Here's me placing a Salewa Warthog at a waterfall on Icicle Creek by Leavenworth Wa in 1975. We went up there, saw the waterfall & climbed it. I had total faith in my tools, unlike one of my partners, who freaked out, & did a really hard mixed pitch, to escape doing the next easy lead on the waterfall.
Damn. If we weren't both old and out of it, I'd say we should meet in the Rockies (the real ones,,, the ones in Canada) in February and get after some ice. But, given that gym climbing and modest mountain biking is pretty much my winter limit, memory lane is what I have, So, memories -- with primitive equipment:
Sweet stuff guys. Word has it this may have been a Chouinard prototype; haven't seen one like it.
johntp: I think Chouinard Zero North Wall hammers like yours were sold by Interalp into the Euro market. I bought a near-identical one from a fellow in England a few years back. It was 40 cm long, while the Chouinard catalog for 1978 state the new fiberglass North Wall Zeros were 50 cm. Here's a photo of the two, side by side.
David! Per your mention:
"Damn. If we weren't both old and out of it, I'd say we should meet in the Rockies (the real ones,,, the ones in Canada) in February and get after some ice."

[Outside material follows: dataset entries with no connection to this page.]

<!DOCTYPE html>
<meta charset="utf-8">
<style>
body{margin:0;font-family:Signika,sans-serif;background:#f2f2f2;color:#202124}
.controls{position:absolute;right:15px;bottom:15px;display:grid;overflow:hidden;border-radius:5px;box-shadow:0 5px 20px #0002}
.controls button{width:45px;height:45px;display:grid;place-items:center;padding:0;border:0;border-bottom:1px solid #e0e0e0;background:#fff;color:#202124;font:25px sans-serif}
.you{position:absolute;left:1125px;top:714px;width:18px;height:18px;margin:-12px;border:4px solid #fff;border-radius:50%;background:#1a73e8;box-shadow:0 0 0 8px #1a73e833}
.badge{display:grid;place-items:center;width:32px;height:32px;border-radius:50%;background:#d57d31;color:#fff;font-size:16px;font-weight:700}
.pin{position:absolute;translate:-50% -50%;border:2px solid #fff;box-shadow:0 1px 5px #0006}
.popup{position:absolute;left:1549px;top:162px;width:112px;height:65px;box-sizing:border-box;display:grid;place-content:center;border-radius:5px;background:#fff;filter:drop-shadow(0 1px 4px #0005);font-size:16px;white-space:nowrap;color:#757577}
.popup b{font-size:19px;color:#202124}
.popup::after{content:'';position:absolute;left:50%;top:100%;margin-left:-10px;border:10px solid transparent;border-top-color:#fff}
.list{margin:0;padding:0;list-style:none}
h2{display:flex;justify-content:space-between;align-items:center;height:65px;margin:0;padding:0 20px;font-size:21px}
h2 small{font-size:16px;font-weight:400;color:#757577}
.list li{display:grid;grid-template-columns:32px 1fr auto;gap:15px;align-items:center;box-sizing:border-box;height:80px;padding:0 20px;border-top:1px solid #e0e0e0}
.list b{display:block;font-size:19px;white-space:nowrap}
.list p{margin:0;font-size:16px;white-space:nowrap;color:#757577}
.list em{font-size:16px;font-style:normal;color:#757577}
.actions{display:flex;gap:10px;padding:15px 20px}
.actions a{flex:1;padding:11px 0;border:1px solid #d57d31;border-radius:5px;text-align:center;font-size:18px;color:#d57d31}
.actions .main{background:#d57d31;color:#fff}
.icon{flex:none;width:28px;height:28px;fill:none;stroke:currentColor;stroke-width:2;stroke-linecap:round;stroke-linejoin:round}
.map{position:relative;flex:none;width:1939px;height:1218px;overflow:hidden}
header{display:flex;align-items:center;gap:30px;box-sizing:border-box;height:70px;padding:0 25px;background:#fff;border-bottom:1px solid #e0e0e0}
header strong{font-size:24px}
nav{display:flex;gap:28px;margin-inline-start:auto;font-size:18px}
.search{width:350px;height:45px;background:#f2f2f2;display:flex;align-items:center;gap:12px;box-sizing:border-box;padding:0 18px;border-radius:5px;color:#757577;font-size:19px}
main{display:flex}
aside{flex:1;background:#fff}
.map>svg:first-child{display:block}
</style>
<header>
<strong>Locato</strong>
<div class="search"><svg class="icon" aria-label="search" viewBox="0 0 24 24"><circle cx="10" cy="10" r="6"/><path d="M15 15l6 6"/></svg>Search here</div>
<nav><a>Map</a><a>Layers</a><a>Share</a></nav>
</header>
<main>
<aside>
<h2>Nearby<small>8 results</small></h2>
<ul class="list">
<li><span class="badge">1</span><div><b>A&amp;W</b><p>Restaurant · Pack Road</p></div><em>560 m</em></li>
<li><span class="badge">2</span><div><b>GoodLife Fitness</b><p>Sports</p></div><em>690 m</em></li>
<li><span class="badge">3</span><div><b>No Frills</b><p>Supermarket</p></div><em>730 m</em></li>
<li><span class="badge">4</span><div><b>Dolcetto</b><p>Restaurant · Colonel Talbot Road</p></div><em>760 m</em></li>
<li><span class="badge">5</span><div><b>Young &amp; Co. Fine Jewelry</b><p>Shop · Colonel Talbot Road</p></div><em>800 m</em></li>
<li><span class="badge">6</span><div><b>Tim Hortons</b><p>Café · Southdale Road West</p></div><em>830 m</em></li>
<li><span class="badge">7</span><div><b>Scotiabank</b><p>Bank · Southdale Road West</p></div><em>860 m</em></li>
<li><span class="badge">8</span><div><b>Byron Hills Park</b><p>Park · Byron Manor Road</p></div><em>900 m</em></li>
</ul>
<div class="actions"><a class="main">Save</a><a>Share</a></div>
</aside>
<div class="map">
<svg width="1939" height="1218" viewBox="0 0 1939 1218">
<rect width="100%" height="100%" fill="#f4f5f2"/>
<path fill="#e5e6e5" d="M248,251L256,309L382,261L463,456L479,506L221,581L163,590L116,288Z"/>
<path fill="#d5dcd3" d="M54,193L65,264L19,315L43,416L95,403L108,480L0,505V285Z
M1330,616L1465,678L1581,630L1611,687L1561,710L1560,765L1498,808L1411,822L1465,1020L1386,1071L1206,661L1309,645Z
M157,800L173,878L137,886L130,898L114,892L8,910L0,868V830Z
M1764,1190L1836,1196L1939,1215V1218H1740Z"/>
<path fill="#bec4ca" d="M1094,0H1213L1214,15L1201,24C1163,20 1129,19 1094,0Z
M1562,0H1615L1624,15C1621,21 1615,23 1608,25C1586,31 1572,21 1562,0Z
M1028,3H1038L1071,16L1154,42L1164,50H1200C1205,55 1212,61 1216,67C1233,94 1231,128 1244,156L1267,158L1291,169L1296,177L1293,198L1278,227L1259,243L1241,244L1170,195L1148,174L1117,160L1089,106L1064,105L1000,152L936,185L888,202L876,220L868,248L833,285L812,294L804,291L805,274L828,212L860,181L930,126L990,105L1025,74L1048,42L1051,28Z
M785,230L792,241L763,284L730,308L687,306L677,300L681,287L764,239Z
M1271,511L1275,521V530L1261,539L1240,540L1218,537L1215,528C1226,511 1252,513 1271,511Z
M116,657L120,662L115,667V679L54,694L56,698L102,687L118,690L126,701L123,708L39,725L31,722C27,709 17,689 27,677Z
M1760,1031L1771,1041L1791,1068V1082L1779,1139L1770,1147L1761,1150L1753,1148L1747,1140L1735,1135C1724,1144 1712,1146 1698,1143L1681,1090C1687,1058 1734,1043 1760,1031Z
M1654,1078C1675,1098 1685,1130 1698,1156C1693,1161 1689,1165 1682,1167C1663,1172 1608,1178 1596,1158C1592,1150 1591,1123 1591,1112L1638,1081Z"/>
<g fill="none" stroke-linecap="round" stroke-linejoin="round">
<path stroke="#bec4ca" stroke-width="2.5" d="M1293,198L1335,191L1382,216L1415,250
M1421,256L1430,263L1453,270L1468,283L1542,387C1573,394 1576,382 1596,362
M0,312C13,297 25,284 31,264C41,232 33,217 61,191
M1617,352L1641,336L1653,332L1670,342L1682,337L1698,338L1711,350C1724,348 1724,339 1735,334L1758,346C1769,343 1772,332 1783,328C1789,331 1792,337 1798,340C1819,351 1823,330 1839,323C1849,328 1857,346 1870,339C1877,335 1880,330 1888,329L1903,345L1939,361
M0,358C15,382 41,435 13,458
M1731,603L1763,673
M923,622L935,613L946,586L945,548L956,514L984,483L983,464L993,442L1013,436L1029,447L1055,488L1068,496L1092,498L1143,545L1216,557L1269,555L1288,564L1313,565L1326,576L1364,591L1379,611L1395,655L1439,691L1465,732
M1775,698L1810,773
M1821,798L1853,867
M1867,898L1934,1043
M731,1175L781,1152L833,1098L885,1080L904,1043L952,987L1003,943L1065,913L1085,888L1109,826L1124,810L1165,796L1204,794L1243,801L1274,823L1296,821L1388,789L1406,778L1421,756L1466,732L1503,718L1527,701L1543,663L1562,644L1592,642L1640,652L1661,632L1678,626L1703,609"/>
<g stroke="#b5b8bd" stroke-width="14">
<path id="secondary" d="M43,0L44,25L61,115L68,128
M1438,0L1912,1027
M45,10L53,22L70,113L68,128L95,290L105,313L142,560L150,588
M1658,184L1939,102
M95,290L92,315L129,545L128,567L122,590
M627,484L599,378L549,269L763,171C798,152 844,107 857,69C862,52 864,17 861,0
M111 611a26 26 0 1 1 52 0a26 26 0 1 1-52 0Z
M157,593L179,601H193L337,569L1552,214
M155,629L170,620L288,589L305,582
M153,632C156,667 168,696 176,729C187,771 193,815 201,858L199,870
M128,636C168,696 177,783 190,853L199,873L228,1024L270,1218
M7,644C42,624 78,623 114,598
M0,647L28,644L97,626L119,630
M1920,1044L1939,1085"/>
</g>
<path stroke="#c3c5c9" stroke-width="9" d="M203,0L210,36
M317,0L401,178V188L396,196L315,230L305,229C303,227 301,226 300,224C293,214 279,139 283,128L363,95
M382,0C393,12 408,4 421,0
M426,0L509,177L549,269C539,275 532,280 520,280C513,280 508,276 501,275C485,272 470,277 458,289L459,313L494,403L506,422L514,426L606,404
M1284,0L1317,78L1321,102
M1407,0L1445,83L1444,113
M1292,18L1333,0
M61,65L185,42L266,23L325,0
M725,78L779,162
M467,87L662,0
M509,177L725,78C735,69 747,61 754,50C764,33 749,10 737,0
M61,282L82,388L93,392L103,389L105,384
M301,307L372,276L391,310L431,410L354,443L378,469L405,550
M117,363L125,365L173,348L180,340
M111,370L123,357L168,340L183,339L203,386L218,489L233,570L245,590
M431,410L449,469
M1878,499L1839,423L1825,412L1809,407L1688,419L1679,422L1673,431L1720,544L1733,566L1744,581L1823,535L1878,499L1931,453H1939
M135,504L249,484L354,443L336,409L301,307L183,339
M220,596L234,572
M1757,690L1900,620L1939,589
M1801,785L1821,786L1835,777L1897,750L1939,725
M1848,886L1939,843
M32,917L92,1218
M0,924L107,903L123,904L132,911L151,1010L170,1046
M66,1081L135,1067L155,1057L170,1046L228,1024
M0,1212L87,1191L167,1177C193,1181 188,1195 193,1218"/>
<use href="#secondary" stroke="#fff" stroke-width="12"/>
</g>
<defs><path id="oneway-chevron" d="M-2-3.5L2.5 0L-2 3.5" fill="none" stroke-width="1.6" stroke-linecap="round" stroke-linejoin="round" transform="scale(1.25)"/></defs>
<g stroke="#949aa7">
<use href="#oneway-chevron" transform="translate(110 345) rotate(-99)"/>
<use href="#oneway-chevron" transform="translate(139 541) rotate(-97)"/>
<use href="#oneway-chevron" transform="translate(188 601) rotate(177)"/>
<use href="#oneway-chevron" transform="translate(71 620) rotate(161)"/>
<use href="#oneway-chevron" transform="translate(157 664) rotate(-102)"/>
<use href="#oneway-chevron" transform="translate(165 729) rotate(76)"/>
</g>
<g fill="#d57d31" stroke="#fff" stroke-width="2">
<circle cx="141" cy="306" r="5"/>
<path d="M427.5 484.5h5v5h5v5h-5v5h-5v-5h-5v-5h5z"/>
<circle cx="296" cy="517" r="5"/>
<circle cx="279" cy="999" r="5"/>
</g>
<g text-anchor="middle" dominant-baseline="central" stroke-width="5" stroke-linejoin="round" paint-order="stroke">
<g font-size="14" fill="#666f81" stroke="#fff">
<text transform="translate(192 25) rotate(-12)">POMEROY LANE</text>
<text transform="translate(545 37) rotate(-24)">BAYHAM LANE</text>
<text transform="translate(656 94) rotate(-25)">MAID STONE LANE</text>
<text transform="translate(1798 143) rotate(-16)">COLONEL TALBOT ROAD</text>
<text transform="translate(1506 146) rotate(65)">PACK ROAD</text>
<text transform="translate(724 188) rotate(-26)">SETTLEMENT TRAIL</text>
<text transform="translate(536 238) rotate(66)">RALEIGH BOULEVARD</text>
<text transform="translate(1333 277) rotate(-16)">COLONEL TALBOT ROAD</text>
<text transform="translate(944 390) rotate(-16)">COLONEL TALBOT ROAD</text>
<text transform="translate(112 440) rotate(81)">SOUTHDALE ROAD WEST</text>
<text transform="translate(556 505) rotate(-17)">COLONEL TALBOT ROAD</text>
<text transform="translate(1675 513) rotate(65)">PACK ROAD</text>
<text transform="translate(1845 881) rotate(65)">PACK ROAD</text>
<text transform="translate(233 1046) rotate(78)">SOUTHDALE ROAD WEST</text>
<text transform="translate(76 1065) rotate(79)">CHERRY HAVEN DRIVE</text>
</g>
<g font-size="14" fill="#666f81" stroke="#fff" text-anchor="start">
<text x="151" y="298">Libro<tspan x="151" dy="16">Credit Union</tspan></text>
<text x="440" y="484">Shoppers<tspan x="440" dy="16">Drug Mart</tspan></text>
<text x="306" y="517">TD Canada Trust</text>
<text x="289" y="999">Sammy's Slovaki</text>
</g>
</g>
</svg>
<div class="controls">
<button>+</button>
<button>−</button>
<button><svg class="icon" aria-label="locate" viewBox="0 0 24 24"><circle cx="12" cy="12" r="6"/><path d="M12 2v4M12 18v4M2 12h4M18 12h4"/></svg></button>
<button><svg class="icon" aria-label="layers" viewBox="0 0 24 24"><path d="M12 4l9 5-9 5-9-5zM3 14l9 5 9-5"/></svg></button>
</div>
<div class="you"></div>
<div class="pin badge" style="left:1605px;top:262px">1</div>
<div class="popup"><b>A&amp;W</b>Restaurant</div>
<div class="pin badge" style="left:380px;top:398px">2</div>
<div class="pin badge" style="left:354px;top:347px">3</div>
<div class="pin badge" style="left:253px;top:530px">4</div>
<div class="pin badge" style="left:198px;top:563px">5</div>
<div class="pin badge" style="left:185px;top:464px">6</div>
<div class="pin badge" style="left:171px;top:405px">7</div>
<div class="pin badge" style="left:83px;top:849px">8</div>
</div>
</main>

I retired from waterfall climbing in particular, & ice climbing in general in 1984. I had moved to SLC to humor the first company to hire me as an outdoor sales rep & had bought a home in the burbs near the ski canyons. On a cold Feb. morning I was navigating a climbing buddy, who was visiting from Alaska, up Little Cottonwood Canyon on crowded icy roads. I knew there were some small waterfalls near the mouth of the canyon & he noticed them & got quite enthused about us climbing them. Totally concentrating on the road & nearby cars, my subconscious mind answered: "No, I think I've used up my waterfall climbing luck."
I was somewhat stunned that I said such a thing, but I had been climbing waterfalls without any falls or major incidents since 1974. I had suffered way too many very close calls on alpine ice climbs & after I thought about what I had said, I decided there was a deep-seated reason for it & quit. Of course, I still kept rock climbing.
Here's a better photo of the ice piton page from Chouinard's 1972 -74 catalog.
climber bob last edited by
I worked for the kings for years. steve called me into his office one morning and gave me this axe.
@climber-bob Damn! A real treasure.
At first I wondered who are the kings and who is steve? Then I read the link and got it. Pretty sweet. I wouldn't call it vintage, but a good share.